Geldof responded to the senselessness of that morning, and his haywire feelings about selling himself on one side of the country while children were under attack on the other, with a quick, frank majesty. A month after writing 'Mondays' (originally to a reggae beat), he unveiled it in San Diego, at that DJs' soiree, with Fingers on the piano. There was no arrangement; the rest of the Rats hadn't rehearsed it yet. Lacking an intro, Geldof asked Fingers to do 'one of those Disney-waterfall things,' eventually set in ivory on the single.
As if there wasn't enough irony to go around, 'I Don’t Like Mondays' - song about America, written and debuted in America, arranged and recorded with unbeatable big-ballad savvy - died there, at Number 73 in Billboard, the victim of an all-but-official radio station ban. Further paradox: The Fine Art of Surfacing has the peculiar honor of being the Rats' most commercially successful album, in America as well as Britain, and their most musically underrated. The battle for America brought out the suffocating darkness in Geldof’s songwriting; it also unleashed the fuck-it-all, Irish-R&B-warrior fight in the Rats. Geldof spared no acid or self-examination; the Rats, working for the third and last time with producer Robert John 'Mutt' Lange, threw themselves into the songs with compelling ferocity.

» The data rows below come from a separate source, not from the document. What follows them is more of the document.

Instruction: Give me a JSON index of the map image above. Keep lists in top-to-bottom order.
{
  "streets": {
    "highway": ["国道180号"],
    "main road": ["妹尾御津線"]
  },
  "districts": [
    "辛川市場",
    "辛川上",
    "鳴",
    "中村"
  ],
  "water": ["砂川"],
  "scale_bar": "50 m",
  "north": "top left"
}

The compression of hooks, licks and sonic kicks perfectly matched the air of siege: the crack of Crowe's drumming and the tangled twang of Roberts' and Cott's guitars in 'Wind Chill Factor (Minus Zero)'; the swinging-cantina beat and Sixties ice-cream organ of the suicide story 'Diamond Smiles'. The high cost of those first maddening months in America came through especially bleak and clear in 'Sleep,' a restless Gothic lament written by Fingers but sung by Geldof ('Tired and sick, sick and tired/I’m falling on my feet') with autobiographical force.

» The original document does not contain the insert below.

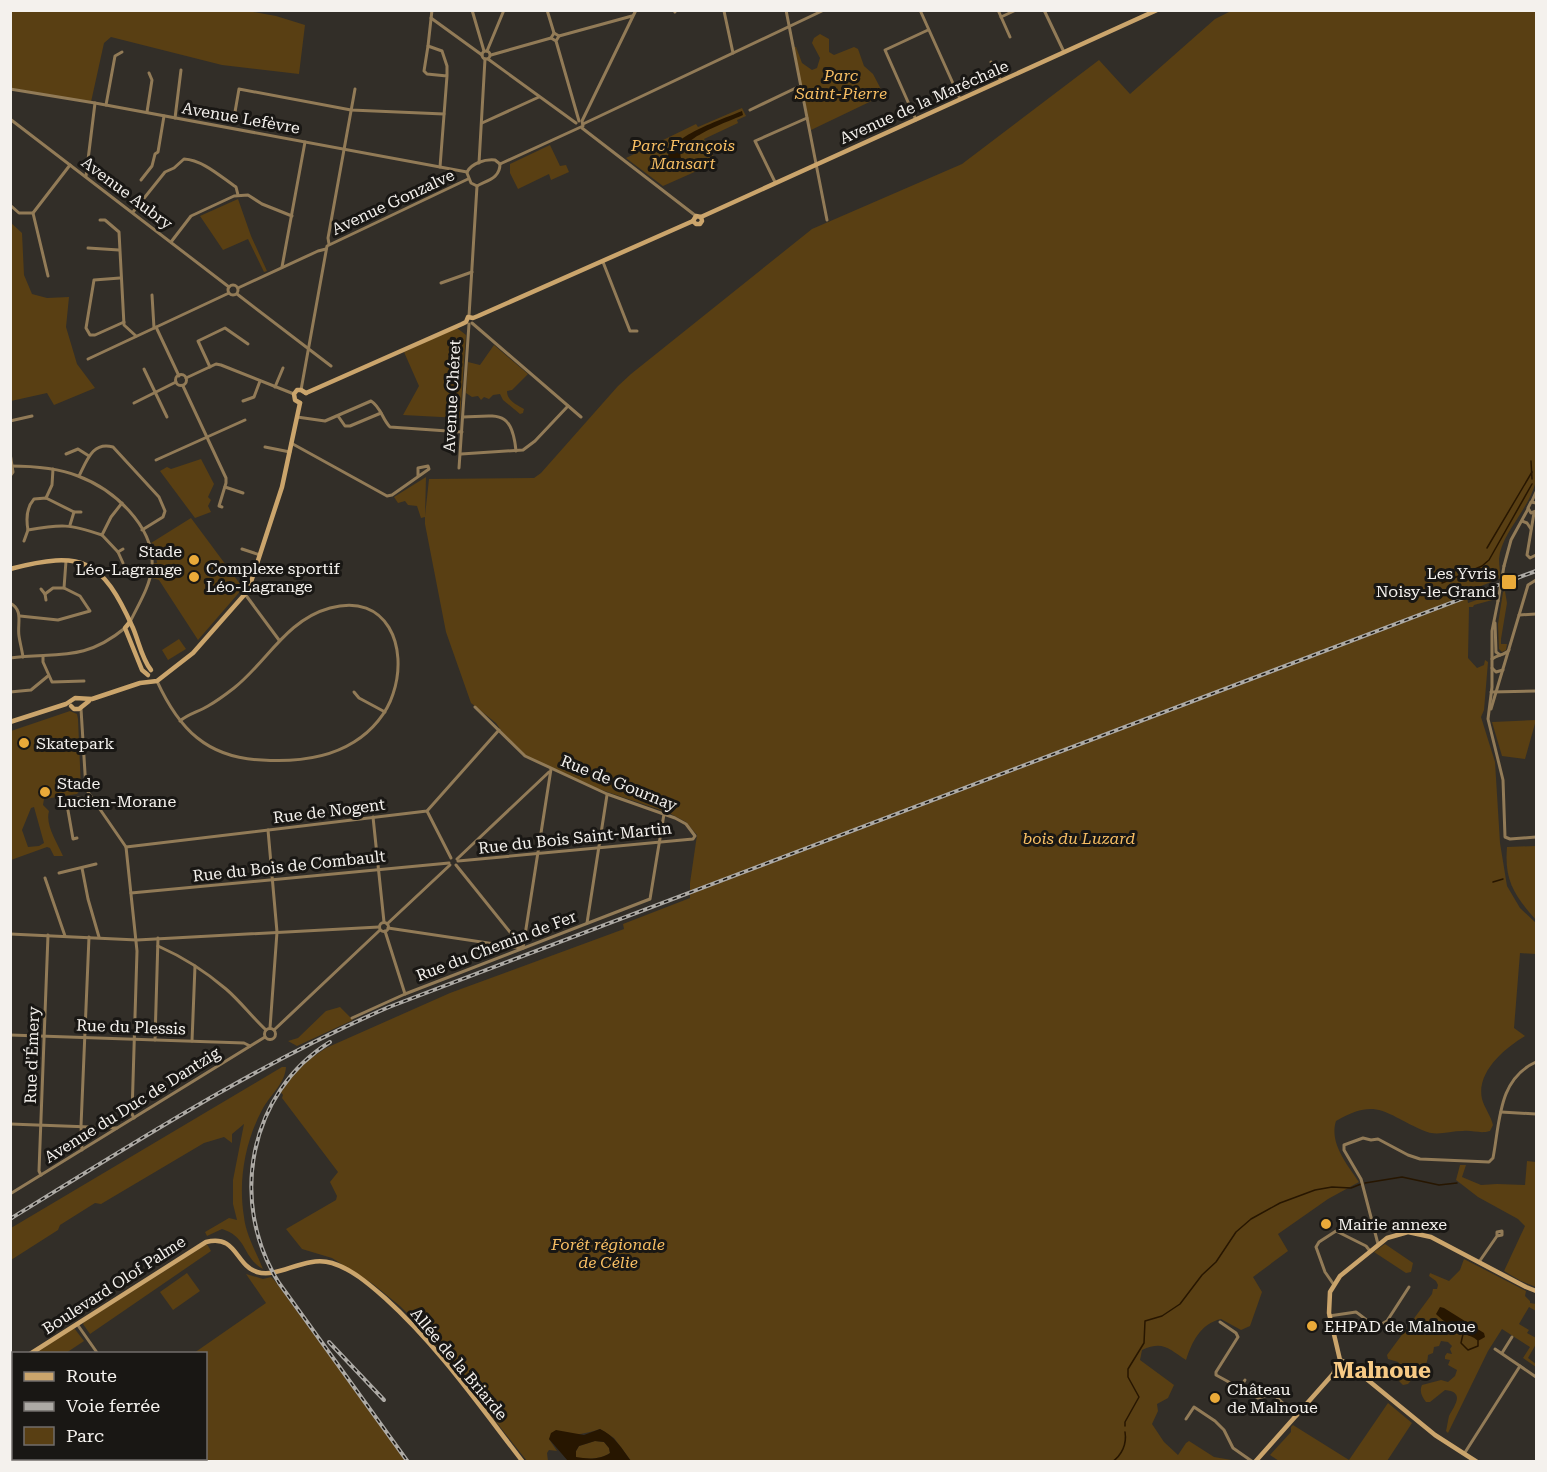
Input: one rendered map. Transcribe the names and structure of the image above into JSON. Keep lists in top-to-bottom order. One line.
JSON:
{"streets":{"street":["Avenue de la Maréchale","Avenue Lefèvre","Avenue Aubry","Avenue Gonzalve","Avenue Chéret","Rue de Gournay","Rue de Nogent","Rue du Bois Saint-Martin","Rue du Bois de Combault","Rue du Chemin de Fer","Rue du Plessis","Rue d'Émery","Avenue du Duc de Dantzig","Boulevard Olof Palme","Allée de la Briarde"]},"crossings":[["Avenue Lefèvre","Avenue Gonzalve"],["Avenue Lefèvre","Avenue Chéret"],["Avenue Aubry","Avenue Gonzalve"],["Avenue Gonzalve","Avenue Chéret"],["Rue de Gournay","Rue du Bois Saint-Martin"],["Rue du Bois Saint-Martin","Rue du Bois de Combault"],["Rue du Bois Saint-Martin","Rue du Chemin de Fer"],["Rue du Plessis","Rue d'Émery"],["Rue du Plessis","Avenue du Duc de Dantzig"],["Rue d'Émery","Avenue du Duc de Dantzig"],["Boulevard Olof Palme","Allée de la Briarde"]],"districts":["Malnoue"],"parks":["Parc Saint-Pierre","Parc François Mansart","bois du Luzard","Forêt régionale de Célie"],"places":{"other":["Stade Léo-Lagrange","Complexe sportif Léo-Lagrange","Skatepark","Stade Lucien-Morane","Mairie annexe","EHPAD de Malnoue","Château de Malnoue"],"transit":["Les Yvris Noisy-le-Grand"]},"legend":["Route","Voie ferrée","Parc"]}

Surfacing was so packed with action - 'the manic overacting of Sparks and the jock-rock cool of Thin Lizzy,' as I put it in my original, enthusiastic Rolling Stone review - that, to be honest, even I missed a few things at the time. What I thought was a flippant, show-off smack at organized religion in 'Nice 'N' Neat' was actually rooted in earnest, heated debates about faith and truth that Geldof used to have with a close friend who had gone on to become a priest. I also suggested that Surfacing's frantic, closing tale 'When the Night Comes' was a rewrite of 'Rat Trap' with Spanish-guitar decor. I was more right than I knew: The song was, in fact, the final episode in a Dublin trilogy that began with 'Joey's On The Street Again' from The Boomtown Rats and included 'Rat Trap' - ll written, as Geldof puts it, 'in that Van Morrison street style.' The characters in each song were people that Geldof says he knew in Dublin, all locked into lives of numbing routine and bare-minimum promise: 'The kid in 'Rat Trap' - his real name was Paul. I worked with him in a meat factory. It was very dispiriting to me, these situations I found myself in, in Dublin. I had to get out of there.' Which he did.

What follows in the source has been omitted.